O artigo 8º n.º 1 do Código do IRS diz-nos que: “1. Consideram-se rendimentos prediais as rendas dos prédios rústicos, urbanos e mistos pagas ou colocadas à disposição dos respetivos titulares (…)”. E o n.º 2, alínea a) do mesmo artigo refere que: “2. São havidas como rendas: a) As importâncias relativas à cedência do uso de prédio ou de parte dele e aos serviços relacionados com aquela cedência”.
Quanto ao artigo 41º do Código IRS, que estipula quais as despesas dedutíveis na categoria F, tinha a seguinte redação no ano de 2015:
“1 – Aos rendimentos brutos referidos no artigo 8.º deduzem-se, relativamente a cada prédio ou parte de prédio, todos os gastos efetivamente suportados e pagos pelo sujeito passivo para obter ou garantir tais rendimentos, com exceção dos gastos de natureza financeira, dos relativos a depreciações e dos relativos a mobiliário, eletrodomésticos e artigos de conforto ou decoração.”
Resultam assim, deste n.º 1, duas categorias de despesas dedutíveis: todos os gastos efetivamente suportados e pagos pelo sujeito passivo, que se mostrem necessários a obter ou garantir os referenciados rendimentos prediais.
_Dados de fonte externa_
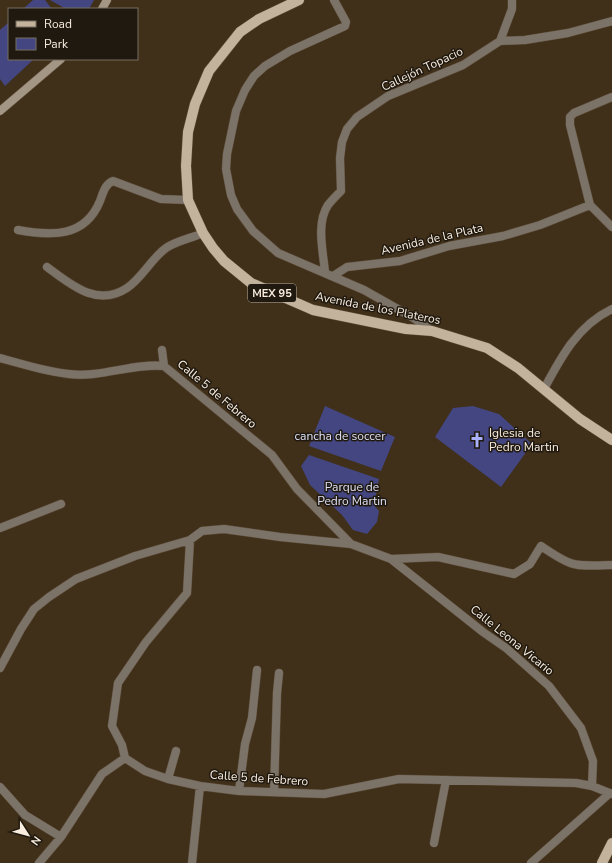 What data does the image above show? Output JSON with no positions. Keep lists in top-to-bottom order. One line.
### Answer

Tal como resulta da anotação a este artigo, constante dos Códigos Anotados e Comentados, Lexit, “aos rendimentos brutos enquadráveis na Categoria F deduzem-se, relativamente a cada prédio ou parte de prédio, todos os gastos efetivamente suportados e pagos pelo sujeito passivo para obter ou garantir tais rendimentos. Fora desta possibilidade ficam os gastos de natureza financeira, das depreciações e das despesas relativas a mobiliário, eletrodomésticos e artigos de conforto ou decoração, bem como do AIMI”. Acrescenta ainda que, “na redação anterior à Lei n.º 82-E/2014, de 31 de dezembro, as deduções aqui previstas limitavam-se às despesas de manutenção e de conservação que incumbissem ao sujeito passivo, sendo também admissíveis deduções referentes ao IMI e IS que incidissem sobre o valor dos prédios ou parte de prédios cujo rendimento fosse objeto de tributação nesse ano fiscal.”.
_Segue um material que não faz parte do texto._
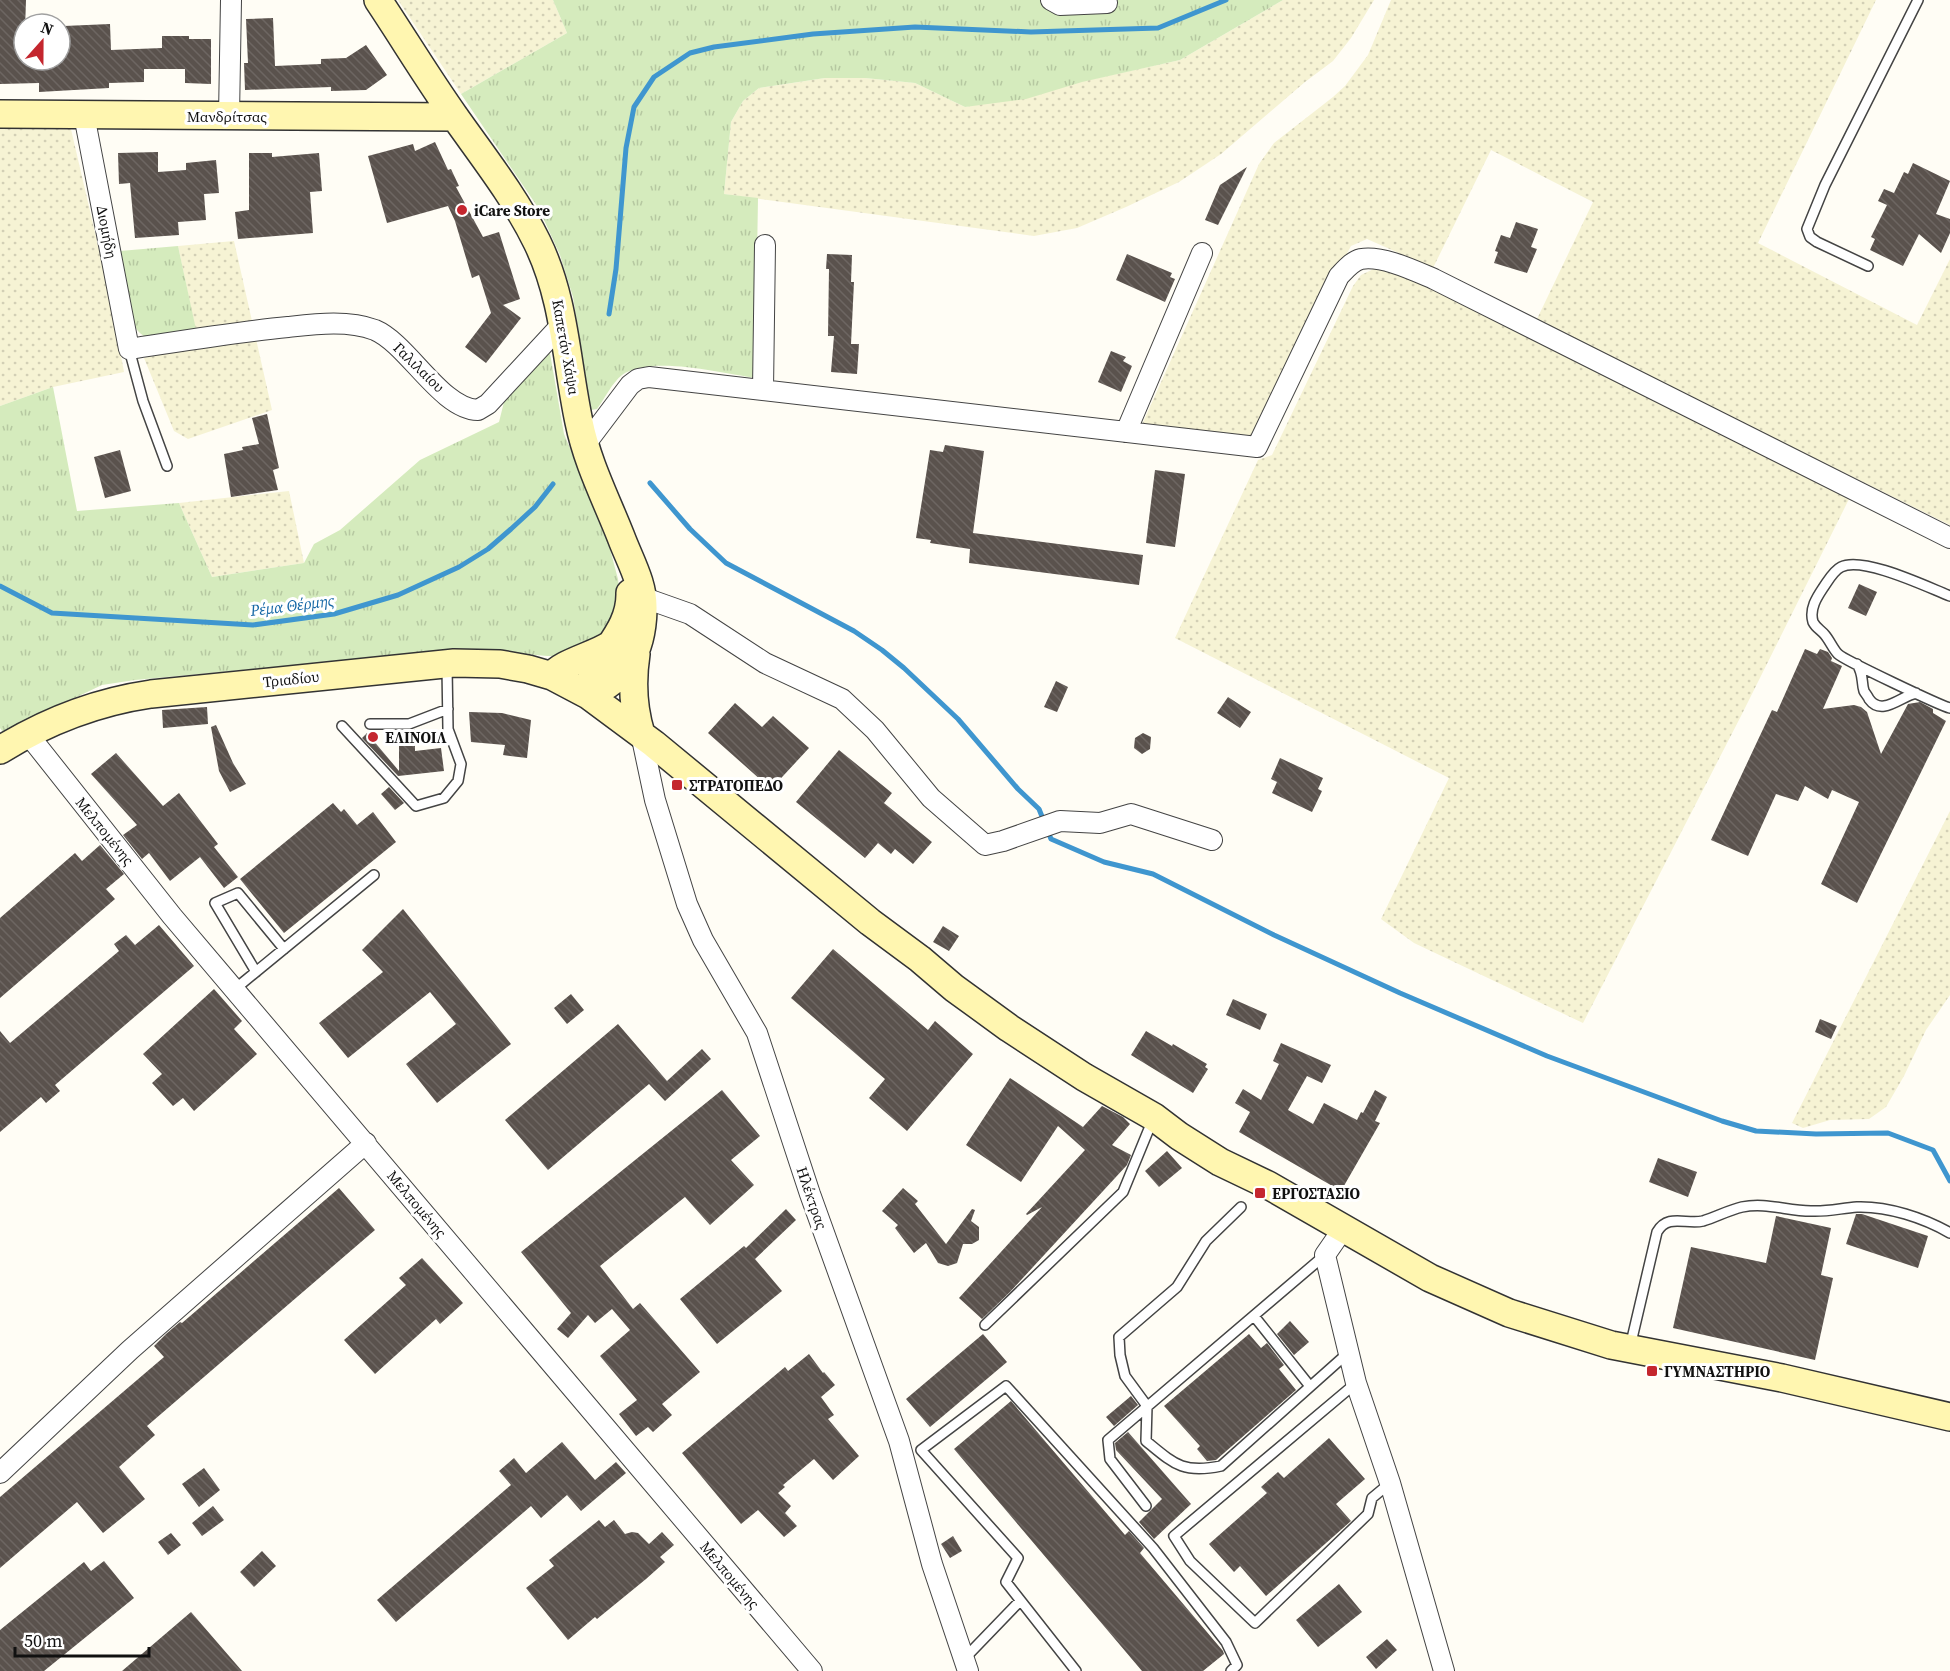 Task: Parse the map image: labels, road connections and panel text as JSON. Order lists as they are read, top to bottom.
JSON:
{
  "streets": {
    "street": [
      "Μανδρίτσας",
      "Διομήδη",
      "Καπετάν Χάψα",
      "Γαλιλαίου",
      "Τριαδίου",
      "Μελπομένης",
      "Ηλέκτρας"
    ]
  },
  "crossings": [
    ["Μανδρίτσας", "Διομήδη"],
    ["Μανδρίτσας", "Καπετάν Χάψα"],
    ["Διομήδη", "Γαλιλαίου"],
    ["Καπετάν Χάψα", "Γαλιλαίου"],
    ["Καπετάν Χάψα", "Τριαδίου"],
    ["Τριαδίου", "Μελπομένης"],
    ["Τριαδίου", "Ηλέκτρας"]
  ],
  "water": ["Ρέμα Θέρμης"],
  "places": {
    "other": ["iCare Store", "ΕΛΙΝΟΙΛ"],
    "transit": ["ΣΤΡΑΤΟΠΕΔΟ", "ΕΡΓΟΣΤΑΣΙΟ", "ΓΥΜΝΑΣΤΗΡΙΟ"]
  },
  "scale_bar": "50 m",
  "north": "top"
}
Nesse contexto, nos citados Códigos Anotados e Comentados, Lexit, resulta que:
“(...) consideram-se despesas de conservação:
a) A reparação e limpeza geral do prédio e suas dependências;
b) As obras impostas pela Administração Pública, nos termos da lei geral ou local aplicável, e que visem conferir ao prédio as características;
c) Em geral, as intervenções destinadas a manter ou a repor o prédio em bom estado de preservação e nas condições de habitabilidade requeridas pelo fim do contrato de arrendamento e idênticas às existentes à data da sua celebração; e
d) As obras ocasionadas por defeito de construção do prédio ou por caso fortuito (imprevisível) ou de força maior (inevitável) e, em geral, as que não sendo imputáveis a ações ou omissões ilícitas perpetradas pelo senhorio, ultrapassem dois terços do rendimento líquido do ano em que se tornem necessárias.
Por seu turno, as despesas de manutenção incluem, nomeadamente, os encargos suportados com a energia e manutenção dos elevadores, escadas rolantes e monta-cargas, porteiros, energia para iluminação, aquecimento ou climatização central, administração da propriedade horizontal, prémios de seguro do prédio e taxas autárquicas, não relevando quaisquer outros que não se mostrem inequivocamente conexos com a manutenção do prédio (v.g. encargos com processos judiciais de despejo de ocupantes)”.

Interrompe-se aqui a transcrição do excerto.